Fiewalld Overview introduction to Fiewalld

1. A dynamic firewall management tool that supports network links defined by network areas and interface security levels

two。 Support for IPv4, IPv6 firewall settings, and Ethernet bridge

3. Support services or applications to add firewall rule interfaces directly

4. There are two configuration modes: run-time configuration and permanent configuration

Based on port, protocol,

Relationship between Fiewalld and iptables netfilter:

1. Packet filtering function system located in Linux kernel

two。 The "kernel state" known as the Linux firewall

Fiewalld/iptables:

1.CentOS7 default tool for managing firewall rules (Fiewalld)

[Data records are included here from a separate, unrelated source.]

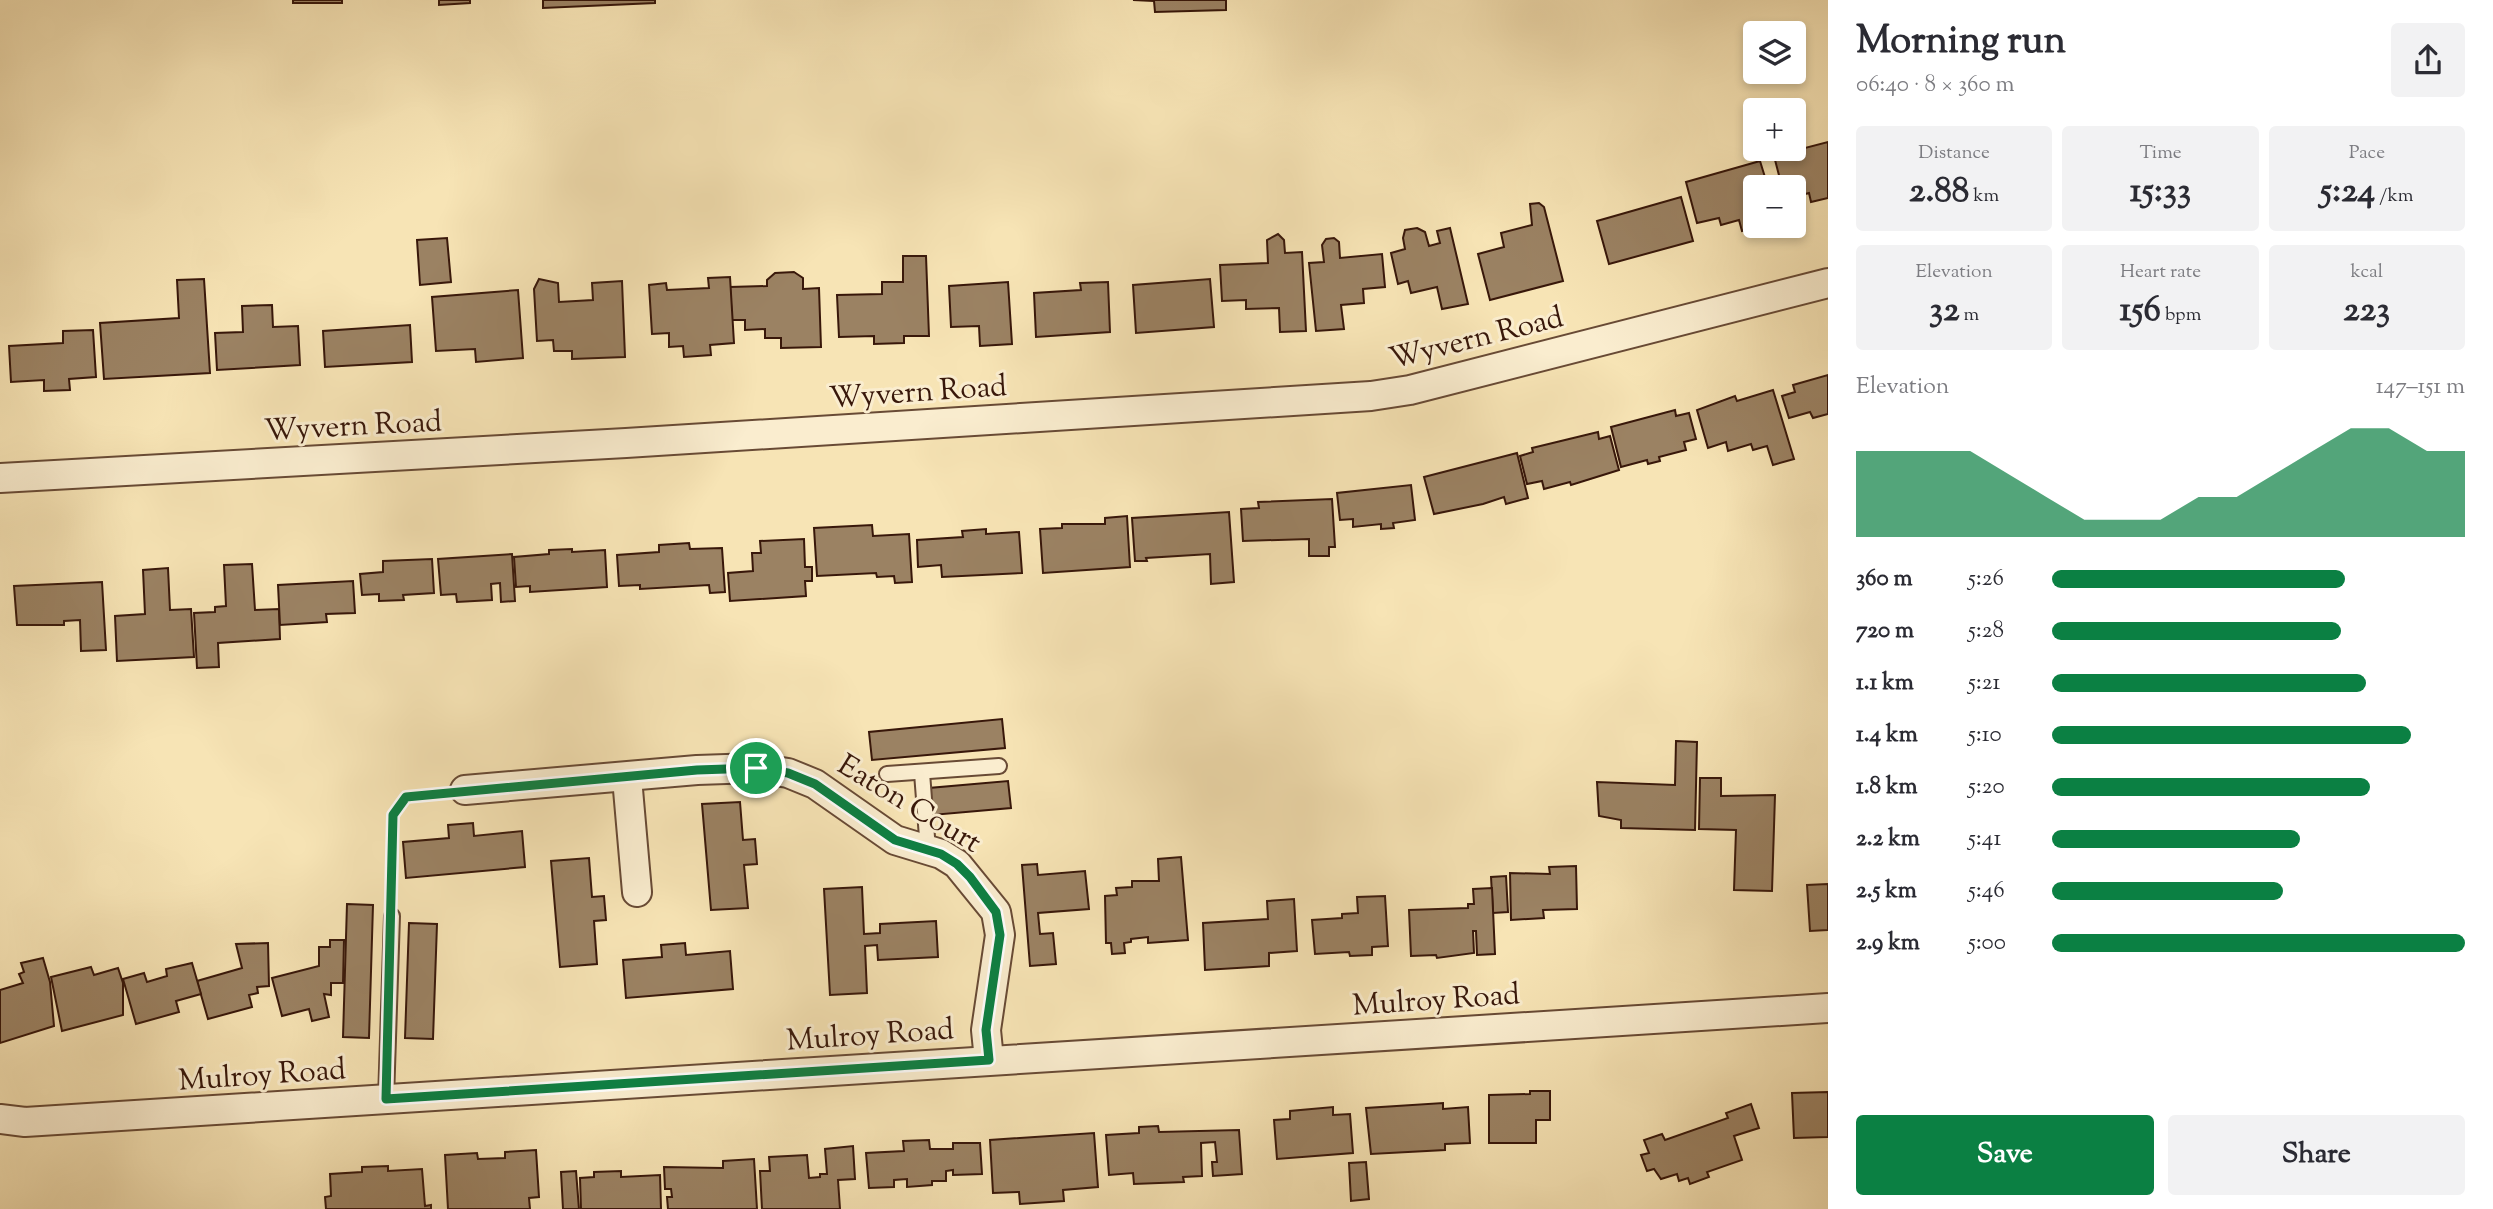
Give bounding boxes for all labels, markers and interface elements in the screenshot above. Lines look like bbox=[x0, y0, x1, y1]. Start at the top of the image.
text: Morning run bbox=[1856, 16, 2066, 70]
map controls bbox=[1743, 21, 1806, 238]
button: layers bbox=[1743, 21, 1806, 84]
button: share bbox=[2391, 23, 2465, 97]
text: 06:40 · 8 × 360 m bbox=[1856, 69, 2015, 102]
button: + bbox=[1743, 98, 1806, 161]
text: Distance bbox=[1918, 140, 1990, 167]
text: Time bbox=[2139, 140, 2182, 167]
text: Pace bbox=[2349, 140, 2385, 167]
text: 2.88 bbox=[1909, 167, 1969, 218]
text: 15:33 bbox=[2130, 167, 2191, 218]
text: 5:24 bbox=[2320, 167, 2375, 218]
button: − bbox=[1743, 175, 1806, 238]
text: km bbox=[1969, 183, 1999, 210]
text: /km bbox=[2375, 183, 2414, 210]
text: Elevation bbox=[1916, 259, 1993, 286]
text: Heart rate bbox=[2120, 259, 2201, 286]
text: kcal bbox=[2350, 259, 2383, 286]
text: 32 bbox=[1929, 286, 1960, 337]
text: 156 bbox=[2120, 286, 2161, 337]
text: 223 bbox=[2343, 286, 2390, 337]
street label: Wyvern Road bbox=[1385, 297, 1568, 382]
text: m bbox=[1960, 302, 1979, 329]
text: bpm bbox=[2161, 302, 2201, 329]
street label: Wyvern Road bbox=[828, 366, 1009, 421]
text: Elevation bbox=[1856, 371, 1949, 404]
text: 147–151 m bbox=[2376, 371, 2465, 404]
street label: Wyvern Road bbox=[263, 401, 443, 454]
text: 360 m bbox=[1856, 563, 1913, 596]
text: 5:26 bbox=[1968, 563, 2004, 596]
text: 720 m bbox=[1856, 615, 1914, 648]
text: 5:28 bbox=[1968, 615, 2004, 648]
text: 1.1 km bbox=[1856, 667, 1914, 700]
text: 5:21 bbox=[1968, 667, 2000, 700]
text: 1.4 km bbox=[1856, 719, 1918, 752]
text: 5:10 bbox=[1968, 719, 2002, 752]
pin bbox=[726, 738, 786, 798]
street label: Eaton Court bbox=[829, 745, 989, 865]
icon: arrive bbox=[737, 749, 775, 787]
text: 1.8 km bbox=[1856, 771, 1918, 804]
text: 5:20 bbox=[1968, 771, 2005, 804]
text: 2.2 km bbox=[1856, 823, 1920, 856]
text: 5:41 bbox=[1968, 823, 2001, 856]
text: 2.5 km bbox=[1856, 875, 1917, 908]
text: 5:46 bbox=[1968, 875, 2005, 908]
text: 2.9 km bbox=[1856, 927, 1920, 960]
text: 5:00 bbox=[1968, 927, 2006, 960]
street label: Mulroy Road bbox=[1351, 974, 1522, 1029]
street label: Mulroy Road bbox=[785, 1009, 956, 1064]
street label: Mulroy Road bbox=[177, 1049, 348, 1104]
button: Save bbox=[1856, 1115, 2154, 1195]
button: Share bbox=[2168, 1115, 2465, 1195]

two。 The "user mode" called Linux firewall

The difference between Fiewalld and iptables: the modification of rules by Fiewalldiptables profile / usr/lib/firewalld/ or / etc/firewalld//etc/sysconfig/iptables does not require a full refresh policy, not losing existing connections requires a full refresh policy, lost connection firewall type dynamic firewall (flexible) static firewall Fiewalld network area description: zone description drop (discard) any received network packets are discarded without any reply. Only outgoing network connections block (restrictions) any received network connections are rejected by IPv4's icmp-hot-prohibited information and IPv6's icmp6-adm-prohibited information public (public) is used in public areas, can not be trusted that other computers in the network will not cause harm to your computer, can only receive the selected connection external (external), especially the external network with camouflage enabled for the router. You cannot trust other computing from the network, cannot trust that they will not cause harm to your computer, and can only receive the selected connection dmz (demilitarized zone) for your computers in the demilitarized zone, which is publicly accessible, has limited access to your internal network, and only receives the selected connection work (work) for use in the work area. You can basically believe that other computers in the network will not harm your computer. Only receive the selected connection home (home) for use in the home network. You can basically believe that other computers in the network will not harm your computer. Only the selected connection internal (internal) is received for the internal network. You can basically trust that other computers in the network will not threaten your computer. Accept only selected connections trusted (trust) can accept all network connections

Advantages of PAT: security and saving resources of IP address

Iptables:

1.SNAT (original address translation)

2.DNAT (destination address translation)

Area introduction 1:

1. The zone is like a security door into the mainframe, and each area has different restrictions.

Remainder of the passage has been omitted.